EXERCISE AIM
Nothing but the lines from the top of the data to the line holding "width:19px; height:19px; translate:-50%" should be printed, word for word and both ends included; leave the pictures out.

Start of Block

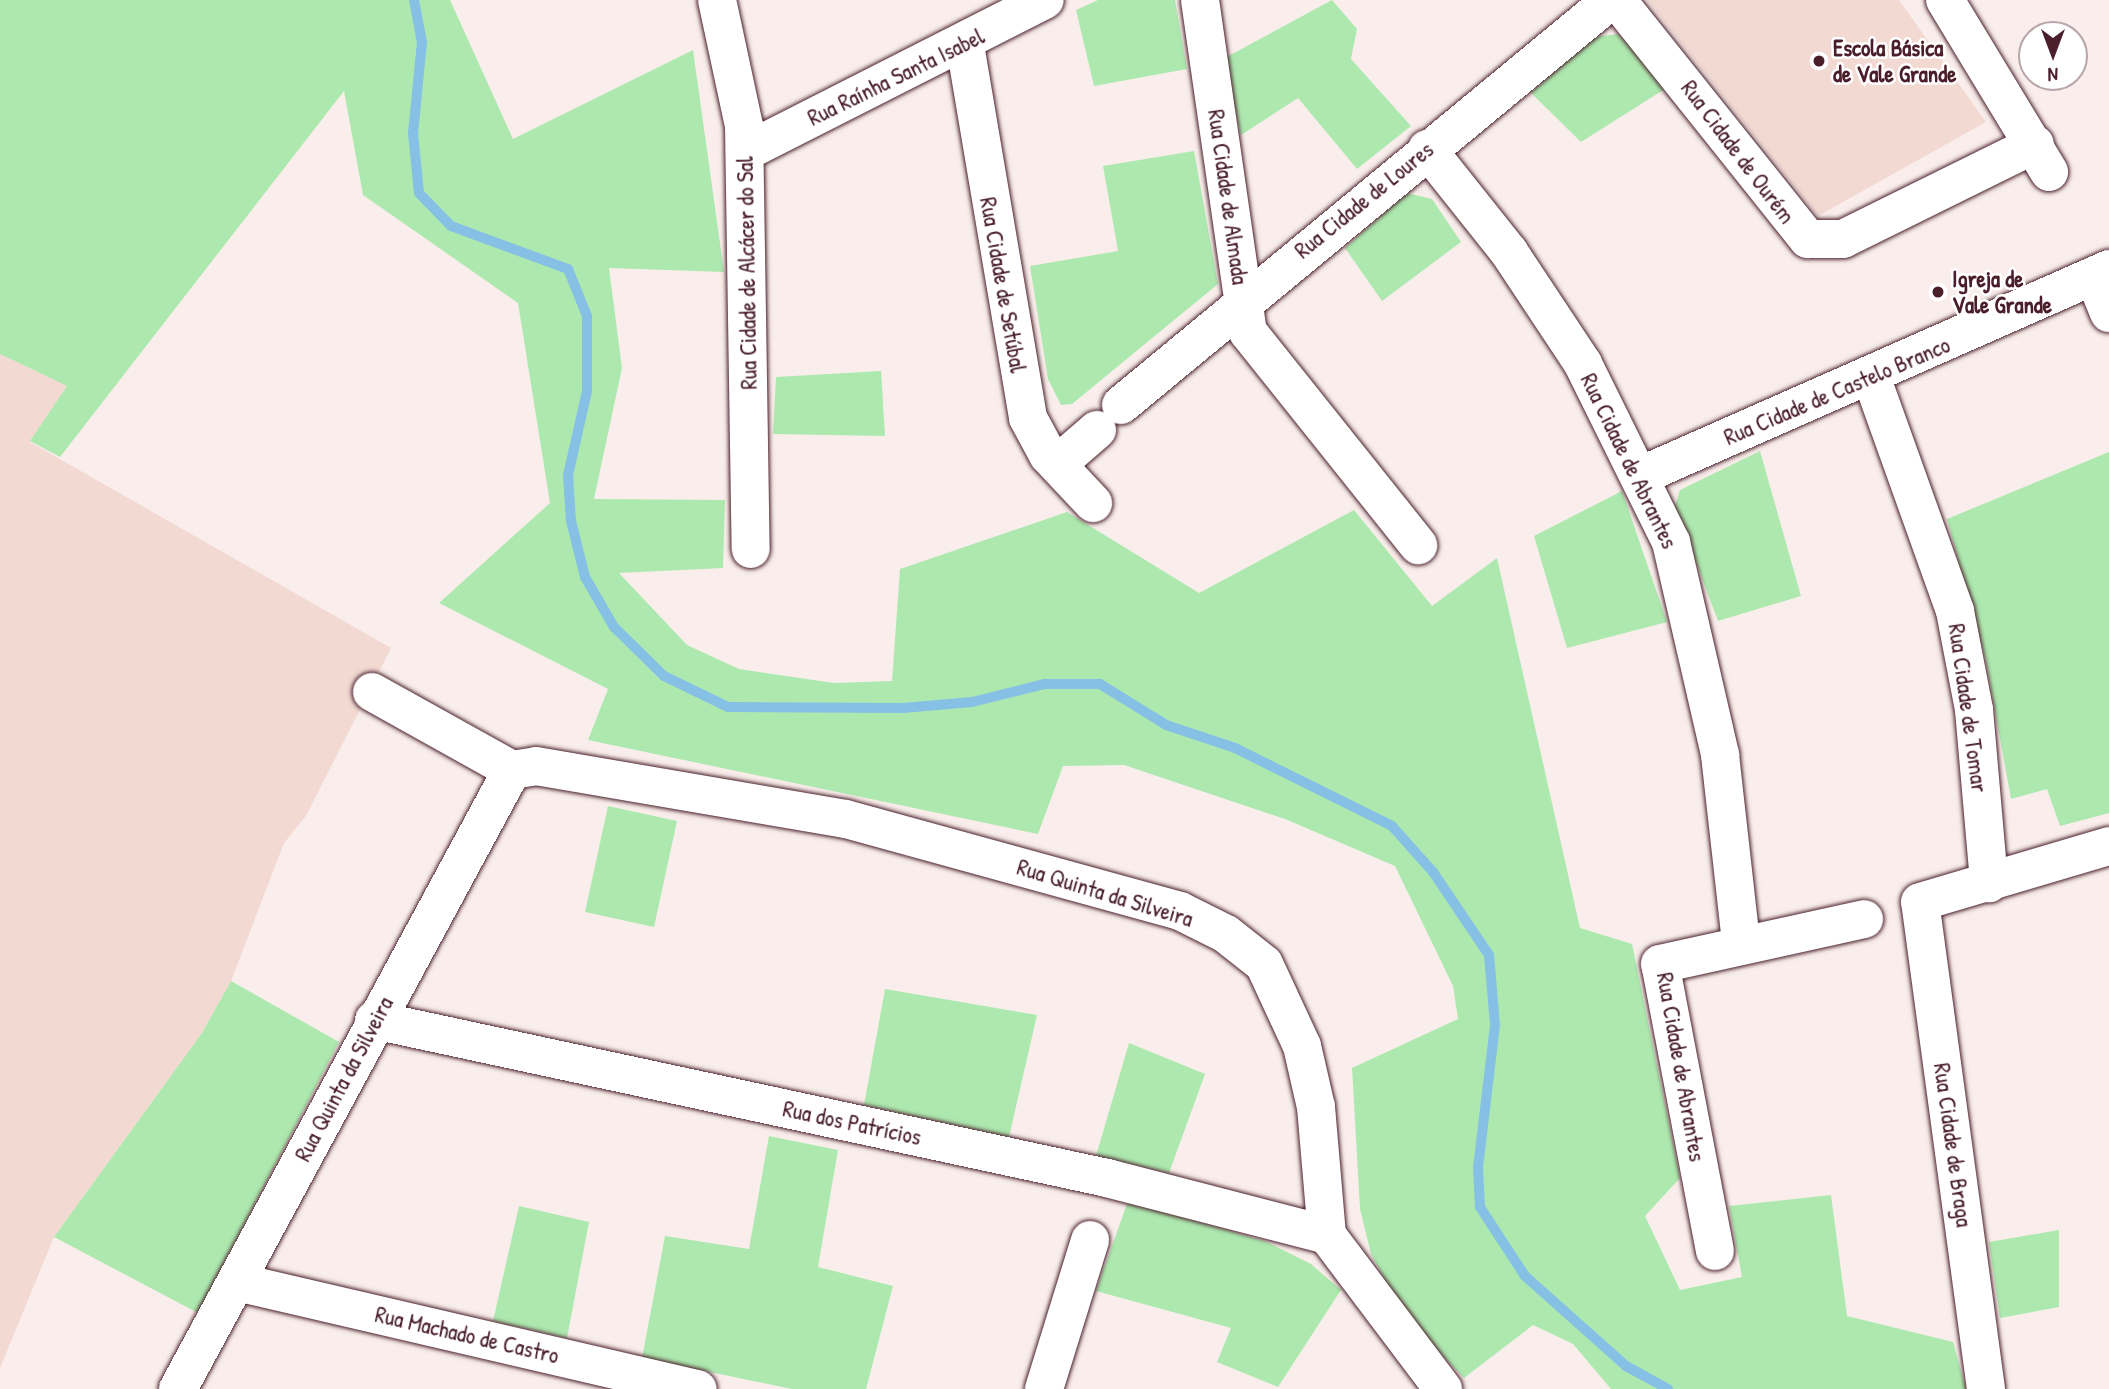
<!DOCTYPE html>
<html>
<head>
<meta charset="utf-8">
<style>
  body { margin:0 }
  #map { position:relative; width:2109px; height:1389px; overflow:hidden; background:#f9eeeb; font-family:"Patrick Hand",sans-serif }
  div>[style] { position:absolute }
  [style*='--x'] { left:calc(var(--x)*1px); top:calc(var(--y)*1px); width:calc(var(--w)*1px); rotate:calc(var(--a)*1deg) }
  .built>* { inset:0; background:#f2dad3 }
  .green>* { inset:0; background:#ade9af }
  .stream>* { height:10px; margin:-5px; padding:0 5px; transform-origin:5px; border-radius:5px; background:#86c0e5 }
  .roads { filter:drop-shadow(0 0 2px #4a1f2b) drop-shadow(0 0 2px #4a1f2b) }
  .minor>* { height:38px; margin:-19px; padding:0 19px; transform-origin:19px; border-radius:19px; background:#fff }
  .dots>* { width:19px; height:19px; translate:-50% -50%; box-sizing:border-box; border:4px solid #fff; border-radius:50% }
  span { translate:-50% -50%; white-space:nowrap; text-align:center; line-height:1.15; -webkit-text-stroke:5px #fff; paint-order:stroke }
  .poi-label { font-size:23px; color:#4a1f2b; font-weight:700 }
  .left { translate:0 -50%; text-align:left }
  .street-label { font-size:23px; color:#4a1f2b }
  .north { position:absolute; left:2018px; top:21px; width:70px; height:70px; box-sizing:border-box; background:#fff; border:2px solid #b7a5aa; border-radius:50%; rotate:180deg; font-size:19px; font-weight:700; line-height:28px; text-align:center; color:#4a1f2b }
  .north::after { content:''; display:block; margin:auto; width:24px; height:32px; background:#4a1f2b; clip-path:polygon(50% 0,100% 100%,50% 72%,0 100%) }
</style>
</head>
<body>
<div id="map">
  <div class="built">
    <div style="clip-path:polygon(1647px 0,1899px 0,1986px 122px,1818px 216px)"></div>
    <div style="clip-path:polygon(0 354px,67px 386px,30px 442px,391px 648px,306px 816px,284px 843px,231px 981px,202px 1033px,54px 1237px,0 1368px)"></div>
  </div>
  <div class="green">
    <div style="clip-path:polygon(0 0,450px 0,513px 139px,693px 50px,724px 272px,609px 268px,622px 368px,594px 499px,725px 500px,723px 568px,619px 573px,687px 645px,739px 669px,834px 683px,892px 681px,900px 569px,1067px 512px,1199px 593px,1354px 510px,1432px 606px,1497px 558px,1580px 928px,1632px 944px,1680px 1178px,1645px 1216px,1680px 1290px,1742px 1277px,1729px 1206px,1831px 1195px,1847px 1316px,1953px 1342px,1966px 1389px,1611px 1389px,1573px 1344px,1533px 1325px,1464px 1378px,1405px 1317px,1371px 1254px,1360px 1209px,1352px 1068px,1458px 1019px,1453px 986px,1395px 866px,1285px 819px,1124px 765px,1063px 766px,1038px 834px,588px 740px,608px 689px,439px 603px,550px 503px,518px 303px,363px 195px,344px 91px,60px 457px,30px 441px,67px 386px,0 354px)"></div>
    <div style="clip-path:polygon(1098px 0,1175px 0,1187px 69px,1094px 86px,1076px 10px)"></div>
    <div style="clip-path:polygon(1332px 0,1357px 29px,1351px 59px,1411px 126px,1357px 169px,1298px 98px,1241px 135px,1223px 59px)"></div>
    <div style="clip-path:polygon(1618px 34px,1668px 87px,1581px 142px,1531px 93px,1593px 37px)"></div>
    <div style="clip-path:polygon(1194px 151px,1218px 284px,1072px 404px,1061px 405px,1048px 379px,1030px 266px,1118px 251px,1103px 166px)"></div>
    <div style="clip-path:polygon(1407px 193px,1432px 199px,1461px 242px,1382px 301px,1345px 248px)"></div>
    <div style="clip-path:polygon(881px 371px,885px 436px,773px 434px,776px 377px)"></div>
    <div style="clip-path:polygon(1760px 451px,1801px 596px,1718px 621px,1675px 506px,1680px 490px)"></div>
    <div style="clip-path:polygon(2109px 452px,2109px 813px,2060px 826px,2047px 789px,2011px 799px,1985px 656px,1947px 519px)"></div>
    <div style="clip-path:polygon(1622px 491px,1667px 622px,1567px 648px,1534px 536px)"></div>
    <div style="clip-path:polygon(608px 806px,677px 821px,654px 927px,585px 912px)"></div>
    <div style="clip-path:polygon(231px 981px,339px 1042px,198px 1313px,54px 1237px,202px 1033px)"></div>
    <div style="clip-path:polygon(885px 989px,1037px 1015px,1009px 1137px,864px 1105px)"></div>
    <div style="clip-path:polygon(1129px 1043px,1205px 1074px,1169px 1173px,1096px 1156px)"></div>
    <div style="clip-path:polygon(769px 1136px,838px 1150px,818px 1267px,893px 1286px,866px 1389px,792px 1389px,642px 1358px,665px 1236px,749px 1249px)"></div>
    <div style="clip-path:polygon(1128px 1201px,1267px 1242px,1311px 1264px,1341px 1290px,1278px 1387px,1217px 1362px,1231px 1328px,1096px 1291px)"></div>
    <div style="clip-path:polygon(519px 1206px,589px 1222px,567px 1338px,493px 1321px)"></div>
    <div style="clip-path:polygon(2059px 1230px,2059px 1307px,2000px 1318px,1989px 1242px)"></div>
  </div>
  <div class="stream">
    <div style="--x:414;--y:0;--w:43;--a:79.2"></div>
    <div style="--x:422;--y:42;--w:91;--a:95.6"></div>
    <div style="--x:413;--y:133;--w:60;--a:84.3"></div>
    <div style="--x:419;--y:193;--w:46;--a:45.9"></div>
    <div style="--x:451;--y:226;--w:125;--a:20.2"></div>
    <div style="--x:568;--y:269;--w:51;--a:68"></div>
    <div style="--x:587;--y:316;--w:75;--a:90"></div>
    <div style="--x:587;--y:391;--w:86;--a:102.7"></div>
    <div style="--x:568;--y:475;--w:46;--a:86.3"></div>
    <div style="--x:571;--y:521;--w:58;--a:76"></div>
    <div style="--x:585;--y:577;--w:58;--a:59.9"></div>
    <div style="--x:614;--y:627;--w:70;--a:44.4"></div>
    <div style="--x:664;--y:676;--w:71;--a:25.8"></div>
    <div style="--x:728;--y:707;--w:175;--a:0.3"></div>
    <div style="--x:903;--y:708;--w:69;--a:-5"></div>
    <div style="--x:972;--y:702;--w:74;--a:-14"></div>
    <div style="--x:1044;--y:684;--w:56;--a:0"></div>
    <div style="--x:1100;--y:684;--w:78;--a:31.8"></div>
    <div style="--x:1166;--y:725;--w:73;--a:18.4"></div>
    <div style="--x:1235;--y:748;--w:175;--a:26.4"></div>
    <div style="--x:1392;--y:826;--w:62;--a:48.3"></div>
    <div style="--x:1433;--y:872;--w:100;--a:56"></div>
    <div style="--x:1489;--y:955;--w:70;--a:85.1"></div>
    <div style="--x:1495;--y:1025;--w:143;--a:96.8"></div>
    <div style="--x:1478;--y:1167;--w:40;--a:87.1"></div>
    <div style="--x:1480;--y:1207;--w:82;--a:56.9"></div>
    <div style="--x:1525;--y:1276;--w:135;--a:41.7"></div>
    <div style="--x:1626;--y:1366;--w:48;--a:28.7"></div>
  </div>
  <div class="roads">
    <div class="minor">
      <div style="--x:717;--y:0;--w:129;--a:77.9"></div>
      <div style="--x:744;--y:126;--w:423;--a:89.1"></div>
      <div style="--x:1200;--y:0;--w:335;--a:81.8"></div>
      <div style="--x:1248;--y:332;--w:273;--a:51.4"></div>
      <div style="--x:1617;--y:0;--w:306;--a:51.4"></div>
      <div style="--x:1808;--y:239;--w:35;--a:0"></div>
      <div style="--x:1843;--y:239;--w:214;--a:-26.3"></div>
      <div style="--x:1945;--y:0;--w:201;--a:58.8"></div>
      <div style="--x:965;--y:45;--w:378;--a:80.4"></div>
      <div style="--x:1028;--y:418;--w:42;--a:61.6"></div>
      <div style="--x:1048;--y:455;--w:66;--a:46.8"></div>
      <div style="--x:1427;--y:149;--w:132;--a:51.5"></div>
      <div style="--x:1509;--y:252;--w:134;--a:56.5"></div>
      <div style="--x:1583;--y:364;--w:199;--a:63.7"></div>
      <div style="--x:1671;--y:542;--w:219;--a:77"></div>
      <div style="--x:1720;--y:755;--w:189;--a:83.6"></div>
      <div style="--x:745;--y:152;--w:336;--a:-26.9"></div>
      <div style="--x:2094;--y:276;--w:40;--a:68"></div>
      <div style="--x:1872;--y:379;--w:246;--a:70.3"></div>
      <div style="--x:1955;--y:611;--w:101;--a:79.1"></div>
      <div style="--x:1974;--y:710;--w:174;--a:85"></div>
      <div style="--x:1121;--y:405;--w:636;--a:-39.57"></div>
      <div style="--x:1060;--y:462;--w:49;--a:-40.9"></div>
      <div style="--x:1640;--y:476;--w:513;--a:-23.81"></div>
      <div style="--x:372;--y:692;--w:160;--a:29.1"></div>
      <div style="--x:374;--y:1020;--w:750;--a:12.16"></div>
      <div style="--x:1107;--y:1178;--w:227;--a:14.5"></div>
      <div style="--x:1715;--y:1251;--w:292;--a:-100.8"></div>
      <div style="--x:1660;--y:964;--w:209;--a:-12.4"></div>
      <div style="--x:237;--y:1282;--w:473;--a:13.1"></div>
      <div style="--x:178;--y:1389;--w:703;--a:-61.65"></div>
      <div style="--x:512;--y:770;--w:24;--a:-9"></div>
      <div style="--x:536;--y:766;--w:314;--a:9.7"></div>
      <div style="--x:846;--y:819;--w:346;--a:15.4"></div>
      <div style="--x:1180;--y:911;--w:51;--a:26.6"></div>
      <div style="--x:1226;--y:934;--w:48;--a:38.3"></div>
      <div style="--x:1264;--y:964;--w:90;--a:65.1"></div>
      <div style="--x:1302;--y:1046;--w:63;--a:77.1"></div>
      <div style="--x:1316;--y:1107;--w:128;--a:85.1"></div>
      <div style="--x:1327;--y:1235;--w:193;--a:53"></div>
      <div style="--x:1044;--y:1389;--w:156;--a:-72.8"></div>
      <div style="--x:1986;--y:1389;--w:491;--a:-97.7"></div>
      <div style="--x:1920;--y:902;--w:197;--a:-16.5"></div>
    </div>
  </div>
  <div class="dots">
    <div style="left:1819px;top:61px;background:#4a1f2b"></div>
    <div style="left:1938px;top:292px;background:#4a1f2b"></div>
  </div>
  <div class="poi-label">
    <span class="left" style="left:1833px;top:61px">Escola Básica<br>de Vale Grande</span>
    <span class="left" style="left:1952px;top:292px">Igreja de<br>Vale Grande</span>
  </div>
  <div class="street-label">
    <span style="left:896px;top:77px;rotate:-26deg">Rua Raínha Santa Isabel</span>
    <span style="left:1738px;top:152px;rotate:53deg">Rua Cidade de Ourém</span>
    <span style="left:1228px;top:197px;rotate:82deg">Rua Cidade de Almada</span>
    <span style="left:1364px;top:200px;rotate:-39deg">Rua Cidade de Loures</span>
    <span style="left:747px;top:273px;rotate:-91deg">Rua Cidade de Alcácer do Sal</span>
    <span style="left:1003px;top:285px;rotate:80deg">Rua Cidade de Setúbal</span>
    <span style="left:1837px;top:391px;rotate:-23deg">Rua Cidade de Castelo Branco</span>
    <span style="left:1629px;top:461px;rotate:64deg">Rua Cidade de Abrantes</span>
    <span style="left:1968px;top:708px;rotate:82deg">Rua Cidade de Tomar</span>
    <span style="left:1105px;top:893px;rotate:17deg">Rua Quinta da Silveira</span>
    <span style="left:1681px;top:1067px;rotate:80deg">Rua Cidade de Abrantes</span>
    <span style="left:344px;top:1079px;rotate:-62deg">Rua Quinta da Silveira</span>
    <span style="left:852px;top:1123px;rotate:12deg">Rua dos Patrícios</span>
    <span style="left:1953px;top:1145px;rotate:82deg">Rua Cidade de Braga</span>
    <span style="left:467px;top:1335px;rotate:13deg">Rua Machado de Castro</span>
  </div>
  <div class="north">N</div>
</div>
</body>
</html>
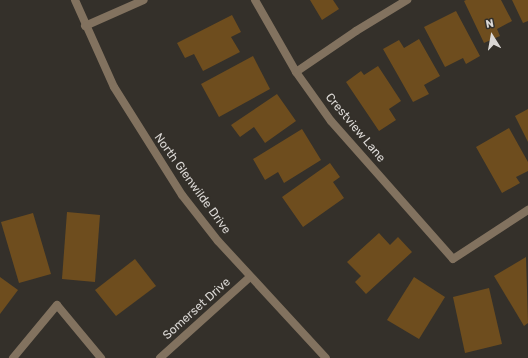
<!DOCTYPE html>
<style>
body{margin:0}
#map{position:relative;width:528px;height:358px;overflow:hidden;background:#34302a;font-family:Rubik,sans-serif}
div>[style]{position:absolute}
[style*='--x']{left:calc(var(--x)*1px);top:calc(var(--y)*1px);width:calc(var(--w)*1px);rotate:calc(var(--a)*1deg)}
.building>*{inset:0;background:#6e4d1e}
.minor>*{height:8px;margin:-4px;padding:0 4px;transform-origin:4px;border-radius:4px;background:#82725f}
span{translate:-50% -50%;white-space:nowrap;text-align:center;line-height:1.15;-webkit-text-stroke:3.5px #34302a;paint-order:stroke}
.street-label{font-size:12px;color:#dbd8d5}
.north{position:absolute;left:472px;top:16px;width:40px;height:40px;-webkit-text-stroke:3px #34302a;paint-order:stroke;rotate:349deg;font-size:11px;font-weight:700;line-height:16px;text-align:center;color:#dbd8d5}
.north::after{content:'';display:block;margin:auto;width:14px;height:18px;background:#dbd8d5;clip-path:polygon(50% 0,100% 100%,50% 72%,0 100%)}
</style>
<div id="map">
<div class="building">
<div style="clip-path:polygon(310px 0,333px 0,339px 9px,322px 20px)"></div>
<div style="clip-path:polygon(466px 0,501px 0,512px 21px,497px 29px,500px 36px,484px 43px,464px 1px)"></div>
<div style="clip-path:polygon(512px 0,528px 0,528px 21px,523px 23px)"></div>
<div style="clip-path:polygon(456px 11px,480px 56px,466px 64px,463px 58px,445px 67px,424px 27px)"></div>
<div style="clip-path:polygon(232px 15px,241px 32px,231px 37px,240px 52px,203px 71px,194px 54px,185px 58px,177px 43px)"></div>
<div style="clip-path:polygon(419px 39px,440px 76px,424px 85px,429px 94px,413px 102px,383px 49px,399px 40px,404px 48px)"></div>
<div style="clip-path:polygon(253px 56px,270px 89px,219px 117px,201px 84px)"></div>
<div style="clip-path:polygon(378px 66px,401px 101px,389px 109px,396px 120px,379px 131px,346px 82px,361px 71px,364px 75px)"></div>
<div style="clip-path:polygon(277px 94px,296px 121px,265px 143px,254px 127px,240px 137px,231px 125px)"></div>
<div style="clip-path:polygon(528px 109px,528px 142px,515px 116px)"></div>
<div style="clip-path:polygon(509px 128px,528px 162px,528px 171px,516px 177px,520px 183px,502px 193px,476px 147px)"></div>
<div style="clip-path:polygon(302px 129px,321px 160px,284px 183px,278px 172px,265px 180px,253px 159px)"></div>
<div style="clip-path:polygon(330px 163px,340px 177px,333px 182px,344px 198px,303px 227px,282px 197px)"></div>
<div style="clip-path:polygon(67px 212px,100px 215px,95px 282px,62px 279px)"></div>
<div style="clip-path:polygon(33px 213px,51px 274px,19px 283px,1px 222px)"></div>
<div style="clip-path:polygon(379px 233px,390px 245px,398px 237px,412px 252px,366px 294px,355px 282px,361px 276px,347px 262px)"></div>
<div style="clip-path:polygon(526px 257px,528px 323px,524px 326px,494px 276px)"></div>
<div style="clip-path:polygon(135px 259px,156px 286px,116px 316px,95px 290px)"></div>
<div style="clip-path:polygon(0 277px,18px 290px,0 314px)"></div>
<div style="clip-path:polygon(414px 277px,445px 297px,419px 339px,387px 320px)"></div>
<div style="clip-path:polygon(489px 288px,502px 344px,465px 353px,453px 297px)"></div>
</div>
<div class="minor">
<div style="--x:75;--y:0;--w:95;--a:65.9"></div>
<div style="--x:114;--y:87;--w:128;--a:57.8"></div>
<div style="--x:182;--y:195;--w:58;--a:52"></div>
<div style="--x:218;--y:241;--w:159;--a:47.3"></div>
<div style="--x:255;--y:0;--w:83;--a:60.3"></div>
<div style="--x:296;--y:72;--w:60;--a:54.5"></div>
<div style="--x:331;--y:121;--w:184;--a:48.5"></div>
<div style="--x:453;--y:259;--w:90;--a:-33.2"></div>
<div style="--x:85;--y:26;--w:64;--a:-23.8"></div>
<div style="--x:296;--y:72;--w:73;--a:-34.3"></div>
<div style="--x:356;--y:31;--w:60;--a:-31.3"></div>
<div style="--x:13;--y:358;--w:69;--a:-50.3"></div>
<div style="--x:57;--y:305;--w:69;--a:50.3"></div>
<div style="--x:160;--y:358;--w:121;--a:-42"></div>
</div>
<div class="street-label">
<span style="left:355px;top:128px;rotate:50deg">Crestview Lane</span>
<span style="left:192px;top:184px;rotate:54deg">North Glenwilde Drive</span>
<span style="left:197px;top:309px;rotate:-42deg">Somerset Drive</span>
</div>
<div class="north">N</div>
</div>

End of Block

YOUR SOLUTION
<!DOCTYPE html>
<html>
<head>
<meta charset="utf-8">
<style>
  body { margin:0 }
  #map { position:relative; width:2109px; height:1389px; overflow:hidden; background:#f9eeeb; font-family:"Patrick Hand",sans-serif }
  div>[style] { position:absolute }
  [style*='--x'] { left:calc(var(--x)*1px); top:calc(var(--y)*1px); width:calc(var(--w)*1px); rotate:calc(var(--a)*1deg) }
  .built>* { inset:0; background:#f2dad3 }
  .green>* { inset:0; background:#ade9af }
  .stream>* { height:10px; margin:-5px; padding:0 5px; transform-origin:5px; border-radius:5px; background:#86c0e5 }
  .roads { filter:drop-shadow(0 0 2px #4a1f2b) drop-shadow(0 0 2px #4a1f2b) }
  .minor>* { height:38px; margin:-19px; padding:0 19px; transform-origin:19px; border-radius:19px; background:#fff }
  .dots>* { width:19px; height:19px; translate:-50% -50%; box-sizing:border-box; border:4px solid #fff; border-radius:50% }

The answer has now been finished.